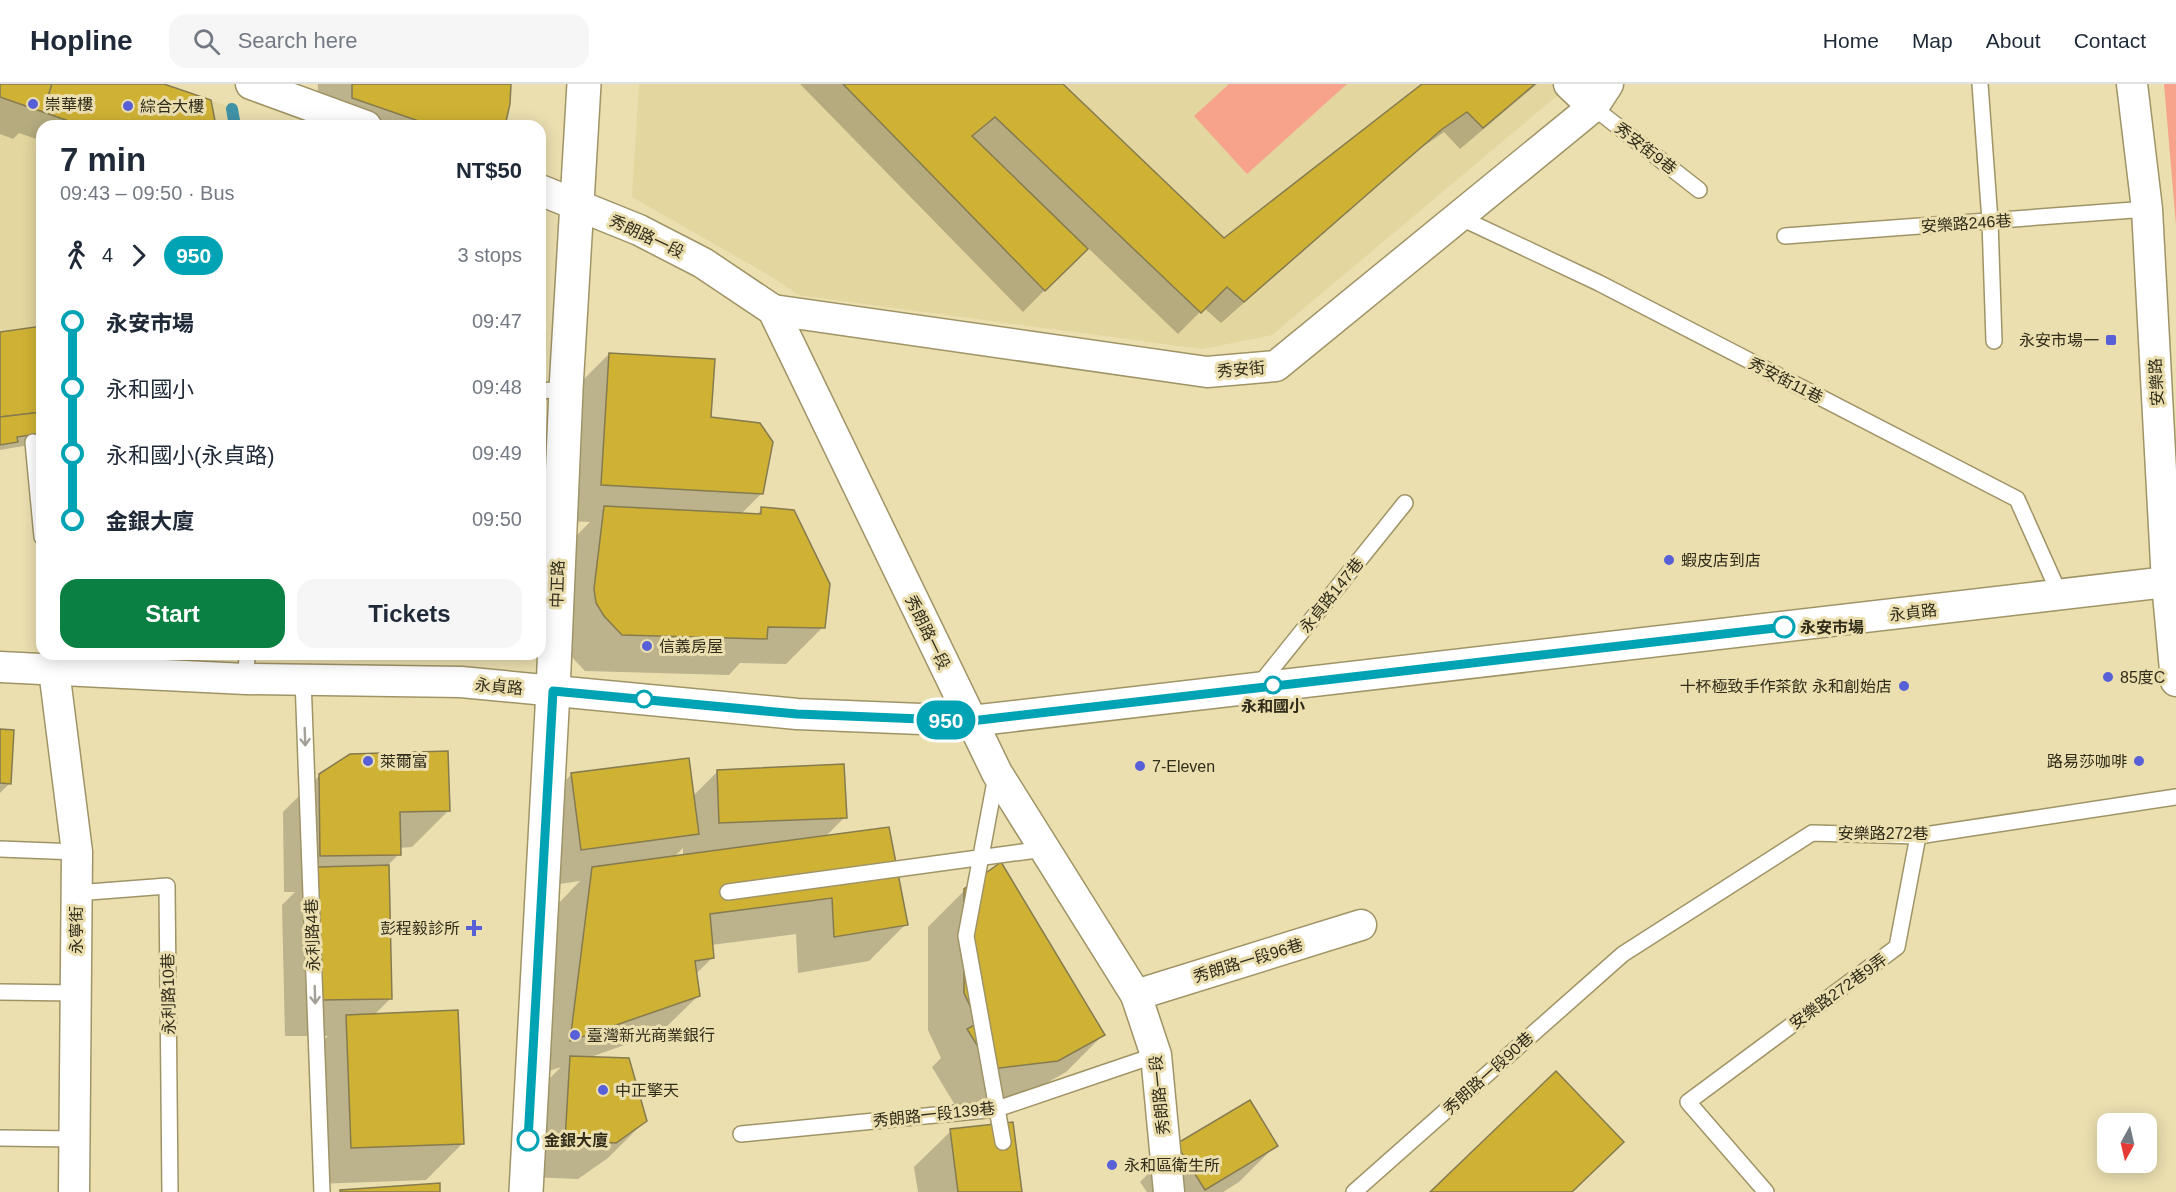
<!DOCTYPE html>
<meta charset="utf-8">
<style>
:root{--surface:#fff;--page:#f6f6f7;--text:#1f2937;--muted:#747a83;--line:#e0e1e3;--accent:#0b8043}
body{margin:0;font-family:Helvetica,"Noto Sans TC",sans-serif;background:var(--page);color:var(--text);height:100vh;display:flex;flex-direction:column;font-size:22px;white-space:nowrap}
*{box-sizing:border-box;margin:0}
p{font-size:20px;color:var(--muted)}
.icon{flex:none;width:33px;height:33px;fill:none;stroke:currentColor;stroke-width:2;stroke-linecap:round;stroke-linejoin:round}
.map{position:relative;flex:1;overflow:hidden}
.panel{position:absolute;left:36px;top:36px;width:510px;height:540px;display:flex;flex-direction:column;background:var(--surface);border-radius:18px;box-shadow:0 3px 15px #0003}
.panel>*{flex:none}
.badge{padding:0 12px;border-radius:20px;font-size:21px;line-height:39px}
.needle{width:39px;rotate:188deg}
.tools{position:absolute;left:2097px;top:1029px;display:grid;gap:12px}
.tools a{display:grid;place-items:center;width:60px;height:60px;border-radius:12px;background:var(--surface);box-shadow:0 3px 15px #0003;font-size:30px}
.map>.badge{position:absolute;translate:-50% -50%;box-shadow:0 0 0 3px #fff}
.legs{display:flex;align-items:center;gap:9px;height:66px;padding:0 24px;font-size:20px}
.legs p{margin-inline-start:auto}
.summary{display:flex;align-items:center;justify-content:space-between;height:102px;padding:0 24px}
h1{font-size:33px;font-weight:700;line-height:45px}
.primary-button{display:flex;gap:12px;margin-top:auto;padding:12px 24px}
.primary-button a{flex:1;height:69px;border-radius:18px;background:var(--accent);color:#fff;font-size:24px;font-weight:700;line-height:69px;text-align:center}
.primary-button a+a{background:var(--page);color:var(--text)}
ul{padding:0 24px;list-style:none}
li{display:flex;align-items:center;gap:21px;height:66px;font-size:22px}
li i{display:grid;place-items:center;width:9px;height:100%;margin:0 8px;background:currentColor}
li i::after{content:'';width:15px;height:15px;margin:-8px;border:4px solid;border-radius:50%;background:var(--surface)}
li p{margin-inline-start:auto}
li:first-child i{background:linear-gradient(#0000 50%,currentColor 0)}
li:last-child i{background:linear-gradient(currentColor 50%,#0000 0)}
header{display:flex;align-items:center;gap:36px;box-sizing:border-box;height:84px;padding:0 30px;background:var(--surface);border-bottom:2px solid var(--line)}
header strong{font-size:28px}
nav{display:flex;gap:33px;margin-inline-start:auto;font-size:21px}
.search{width:420px;height:54px;background:var(--page);display:flex;align-items:center;gap:15px;box-sizing:border-box;padding:0 21px;border-radius:18px;color:var(--muted);font-size:22px}
.map>svg:first-child{display:block}
</style>
<header>
<strong>Hopline</strong>
<div class="search"><svg class="icon" aria-label="search" viewBox="0 0 24 24"><circle cx="10" cy="10" r="6"/><path d="M15 15l6 6"/></svg>Search here</div>
<nav><a>Home</a><a>Map</a><a>About</a><a>Contact</a></nav>
</header>
<div class="map">
<svg width="2176" height="1108" viewBox="0 0 2176 1108">
<rect width="100%" height="100%" fill="#ebdfb0"/>
<g fill="#e3d69f">
<polygon points="0,0 164,0 230,23 233,42 42,42 42,349 18,353 18,358 0,361"/>
<polygon points="639,0 1567,0 1558,11 1272,251 1202,265 798,211 774,194 632,113"/>
</g>
<g fill="#f7a28b">
<polygon points="1229,0 1347,0 1247,90 1194,32"/>
<polygon points="2164,0 2176,0 2176,141"/>
</g>
<g fill="#0003" fill-rule="evenodd">
<polygon points="0,0 159,0 214,42 42,42 42,57 19,49 13,55 0,50"/>
<polygon points="318,0 509,0 504,42 316,42"/>
<polygon points="800,0 1061,0 1224,156 1424,0 1537,0 1460,65 1444,48 1417,67 1221,239 1204,224 1178,250 1087,163 1023,228"/>
<polygon points="42,244 42,355 35,360 0,366 0,249"/>
<polygon points="609,270 710,335 762,409 740,431 755,432 762,425 823,543 786,580 740,579 729,591 585,587 568,569 568,460 590,438 564,437 572,307"/>
<polygon points="0,646 10,699 0,709"/>
<path d="M718,687L845,733L825,753L906,840L869,877L798,889L796,850L711,861L712,874L695,891L698,912L661,948L588,974L645,1037L608,1074L578,1095L529,1093L534,1010L561,983L534,992L556,822L580,797L545,802L535,727L572,690L693,712ZM683,764V773L673,774Z"/>
<polygon points="320,691 448,727 412,763 399,764 399,770 388,781 390,915 373,932 462,1060 426,1096 315,1100 310,969 328,952 285,952 282,821 295,808 284,808 283,728"/>
<polygon points="965,806 1103,951 1066,988 1020,1014 955,1021 932,983 941,974 928,946 928,843"/>
<polygon points="951,1047 1020,1108 918,1108 914,1083"/>
<polygon points="1177,1061 1276,1061 1239,1098 1223,1108 1147,1108 1140,1098"/>
</g>
<g fill="none" stroke-linecap="round" stroke-linejoin="round">
<polyline stroke="#4093a7" stroke-width="12" points="232,25 235,42"/>
</g>
<g fill="#cfb234" stroke="#867b4f" stroke-width="1.5">
<polygon points="0,0 52,0 43,28 0,13"/>
<polygon points="52,0 164,0 211,16 216,42 83,42 43,28"/>
<polygon points="352,0 511,0 510,20 505,42 433,42 352,14"/>
<polygon points="843,0 1063,0 1224,154 1422,0 1535,0 1483,44 1467,28 1441,46 1244,218 1227,203 1201,229 995,33 972,52 1088,165 1045,207"/>
<polygon points="42,242 42,328 0,333 0,248"/>
<polygon points="609,269 715,275 711,333 760,339 773,358 763,410 601,401"/>
<polygon points="42,328 42,349 17,353 18,358 0,361 0,333"/>
<polygon points="604,422 761,430 761,423 794,426 830,500 825,544 768,543 767,555 622,551 604,532 596,519 594,505"/>
<polygon points="0,645 14,646 11,700 0,699"/>
<polygon points="448,667 450,727 400,728 401,771 320,772 319,690 350,670"/>
<polygon points="689,674 699,750 581,766 571,689"/>
<polygon points="844,680 847,734 719,739 717,686"/>
<polygon points="889,743 908,841 834,853 832,814 710,830 714,874 695,877 700,912 570,957 592,783"/>
<polygon points="1001,778 1105,951 1058,977 992,985 967,945 978,939 964,909 964,805"/>
<polygon points="389,781 392,915 321,916 318,783"/>
<polygon points="458,926 464,1060 351,1064 346,931"/>
<polygon points="570,972 629,974 647,1037 616,1059 565,1056"/>
<polygon points="1556,987 1624,1058 1572,1108 1430,1108"/>
<polygon points="1250,1016 1278,1062 1205,1106 1176,1060"/>
<polygon points="1013,1038 1022,1108 958,1108 950,1045"/>
<polygon points="440,1099 440,1108 340,1108 340,1106"/>
</g>
<g fill="none" stroke-linecap="round" stroke-linejoin="round">
<defs>
<g id="lane">
<polyline points="1980,0 1990,137 1994,257"/>
<polyline points="1593,23 1699,106"/>
<polyline points="1459,133 1599,199 2017,415 2060,511"/>
<polyline points="1785,152 2147,125"/>
<polyline points="540,307 566,305"/>
<polyline points="33,358 42,453"/>
<polyline points="246,595 247,570"/>
<polyline points="303,595 322,1108"/>
<polyline points="1259,601 1405,419"/>
<polyline points="996,692 966,852 1003,1058"/>
<polyline points="0,765 77,768"/>
<polyline points="728,808 1044,765"/>
<polyline points="76,809 167,802 170,1108"/>
<polyline points="0,908 76,909"/>
<polyline points="741,1050 997,1025 1156,971"/>
<polyline points="0,1054 74,1055"/>
<polyline points="1354,1108 1623,870 1812,749 1918,752 2176,713"/>
<polyline points="1766,1108 1688,1018 1897,863 1918,752"/>
</g>
<g id="street">
<polyline points="251,0 366,42"/>
<polyline points="1569,0 1593,23"/>
<polyline points="2132,0 2147,125 2167,499 2176,597"/>
<polyline points="540,106 639,146 703,179 773,226 997,689 1136,911 1156,971 1169,1108"/>
<polyline points="773,226 1207,288 1276,282 1593,23 1608,0"/>
<polyline points="0,583 246,595 461,598 797,630 971,637 2176,497"/>
<polyline points="54,586 77,768 74,1108"/>
<polyline points="1136,911 1361,841"/>
</g>
<polyline id="secondary" points="526,1108 553,607 566,305 584,0"/>
</defs>
<use href="#lane" stroke="#a09467" stroke-width="18"/>
<use href="#street" stroke="#a09467" stroke-width="33"/>
<use href="#secondary" stroke="#a09467" stroke-width="36"/>
<use href="#lane" stroke="#fff" stroke-width="15"/>
<use href="#street" stroke="#fff" stroke-width="30"/>
<use href="#secondary" stroke="#fff" stroke-width="33"/>
</g>
<defs><path id="oneway-shaft" d="M-6 0H5M1.5-3L5.5 0L1.5 3" fill="none" stroke-width="1.6" stroke-linecap="round" stroke-linejoin="round" transform="scale(1.5)"/></defs>
<g stroke="#a3a098">
<use href="#oneway-shaft" transform="translate(305 653) rotate(88)"/>
<use href="#oneway-shaft" transform="translate(315 911) rotate(88)"/>
</g>
<g fill="none" stroke-linecap="round" stroke-linejoin="round">
<defs>
<polyline id="line-1" points="528,1056 553,607 797,630 971,637 1784,543"/>
</defs>
<use href="#line-1" stroke="#fff" stroke-width="14"/>
<use href="#line-1" stroke="#00a3b4" stroke-width="9"/>
</g>
<g fill="#5860d7" stroke="#ebdfb0" stroke-width="2">
<circle cx="33" cy="20" r="6"/>
<circle cx="128" cy="22" r="6"/>
<rect x="2105" y="250" width="12" height="12" rx="3"/>
<circle cx="1669" cy="476" r="6"/>
<circle cx="647" cy="562" r="6"/>
<circle cx="2108" cy="593" r="6"/>
<circle cx="1904" cy="602" r="6"/>
<circle cx="368" cy="677" r="6"/>
<circle cx="2139" cy="677" r="6"/>
<circle cx="1140" cy="682" r="6"/>
<path d="M471 835h6v6h6v6h-6v6h-6v-6h-6v-6h6z"/>
<circle cx="575" cy="951" r="6"/>
<circle cx="603" cy="1006" r="6"/>
<circle cx="1112" cy="1081" r="6"/>
</g>
<g fill="#fff" stroke="#00a3b4" stroke-width="3">
<circle cx="1784" cy="543" r="10"/>
<circle cx="1273" cy="601" r="8"/>
<circle cx="644" cy="615" r="8"/>
<circle cx="528" cy="1056" r="10"/>
</g>
<g text-anchor="middle" stroke-width="6" stroke-linejoin="round" paint-order="stroke">
<g font-size="16" fill="#322d1b" stroke="#ebdfb0" text-anchor="start">
<text x="45" y="26">崇華樓</text>
<text x="140" y="28">綜合大樓</text>
<text x="2099" y="262" text-anchor="end">永安市場一</text>
<text x="1681" y="482">蝦皮店到店</text>
<text x="659" y="568">信義房屋</text>
<text x="2120" y="599">85度C</text>
<text x="1892" y="608" text-anchor="end">十杯極致手作茶飲 永和創始店</text>
<text x="380" y="683">萊爾富</text>
<text x="2127" y="683" text-anchor="end">路易莎咖啡</text>
<text x="1152" y="688">7-Eleven</text>
<text x="460" y="850" text-anchor="end">彭程毅診所</text>
<text x="587" y="957">臺灣新光商業銀行</text>
<text x="615" y="1012">中正擎天</text>
<text x="1124" y="1087">永和區衛生所</text>
</g>
<g font-size="16" fill="#322d1b" stroke="#ebdfb0">
<text transform="translate(1646 64) rotate(38)" y="6">秀安街9巷</text>
<text transform="translate(1966 139) rotate(-4)" y="6">安樂路246巷</text>
<text transform="translate(647 152) rotate(25)" y="6">秀朗路一段</text>
<text transform="translate(1241 285) rotate(-5)" y="6">秀安街</text>
<text transform="translate(1786 296) rotate(27)" y="6">秀安街11巷</text>
<text transform="translate(2156 298) rotate(-93)" y="6">安樂路</text>
<text transform="translate(557 500) rotate(-88)" y="6">中正路</text>
<text transform="translate(1331 511) rotate(-51)" y="6">永貞路147巷</text>
<text transform="translate(1913 528) rotate(-7)" y="6">永貞路</text>
<text transform="translate(928 548) rotate(64)" y="6">秀朗路一段</text>
<text transform="translate(499 602) rotate(5)" y="6">永貞路</text>
<text x="1883" y="755">安樂路272巷</text>
<text transform="translate(76 846) rotate(-90)" y="6">永寧街</text>
<text transform="translate(312 851) rotate(-92)" y="6">永利路4巷</text>
<text transform="translate(1248 876) rotate(-17)" y="6">秀朗路一段96巷</text>
<text transform="translate(1838 907) rotate(-36)" y="6">安樂路272巷9弄</text>
<text transform="translate(168 910) rotate(-91)" y="6">永利路10巷</text>
<text transform="translate(1488 989) rotate(-42)" y="6">秀朗路一段90巷</text>
<text transform="translate(1159 1011) rotate(-96)" y="6">秀朗路一段</text>
<text transform="translate(934 1030) rotate(-6)" y="6">秀朗路一段139巷</text>
</g>
<g font-size="16" font-weight="bold" fill="#322d1b" stroke="#ebdfb0" text-anchor="start">
<text x="1800" y="549">永安市場</text>
<text x="1273" y="628" text-anchor="middle">永和國小</text>
<text x="544" y="1062">金銀大廈</text>
</g>
</g>
</svg>
<div class="tools">
<a><svg class="needle" viewBox="-14 -14 28 28"><path d="M0-13l5 13h-10z" fill="#e53935"/><path d="M0 13l5-13h-10z" fill="#747a83"/></svg></a>
</div>
<b class="badge" style="left:946px;top:636px;background:#00a3b4;color:#fff">950</b>
<section class="panel">
<div class="summary"><div><h1>7 min</h1><p>09:43 – 09:50 · Bus</p></div><b>NT$50</b></div>
<div class="legs"><svg class="icon" aria-label="walk" viewBox="0 0 24 24"><circle cx="13" cy="4" r="2"/><path d="M13 8l-2 6 4 7M11 14l-3 7M7 12l3-4h3l4 4"/></svg>4<svg class="icon" aria-label="forward" viewBox="0 0 24 24"><path d="M9 5l7 7-7 7"/></svg><b class="badge" style="background:#00a3b4;color:#fff">950</b><p>3 stops</p></div>
<ul>
<li><i style="color:#00a3b4"></i><b>永安市場</b><p>09:47</p></li>
<li><i style="color:#00a3b4"></i><span>永和國小</span><p>09:48</p></li>
<li><i style="color:#00a3b4"></i><span>永和國小(永貞路)</span><p>09:49</p></li>
<li><i style="color:#00a3b4"></i><b>金銀大廈</b><p>09:50</p></li>
</ul>
<div class="primary-button"><a>Start</a><a>Tickets</a></div>
</section>
</div>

* * *

** Work item **
The lines needed are those in the data above that hold the string "shaft"; copy each of them.

** Completed task **
<defs><path id="oneway-shaft" d="M-6 0H5M1.5-3L5.5 0L1.5 3" fill="none" stroke-width="1.6" stroke-linecap="round" stroke-linejoin="round" transform="scale(1.5)"/></defs>
<use href="#oneway-shaft" transform="translate(305 653) rotate(88)"/>
<use href="#oneway-shaft" transform="translate(315 911) rotate(88)"/>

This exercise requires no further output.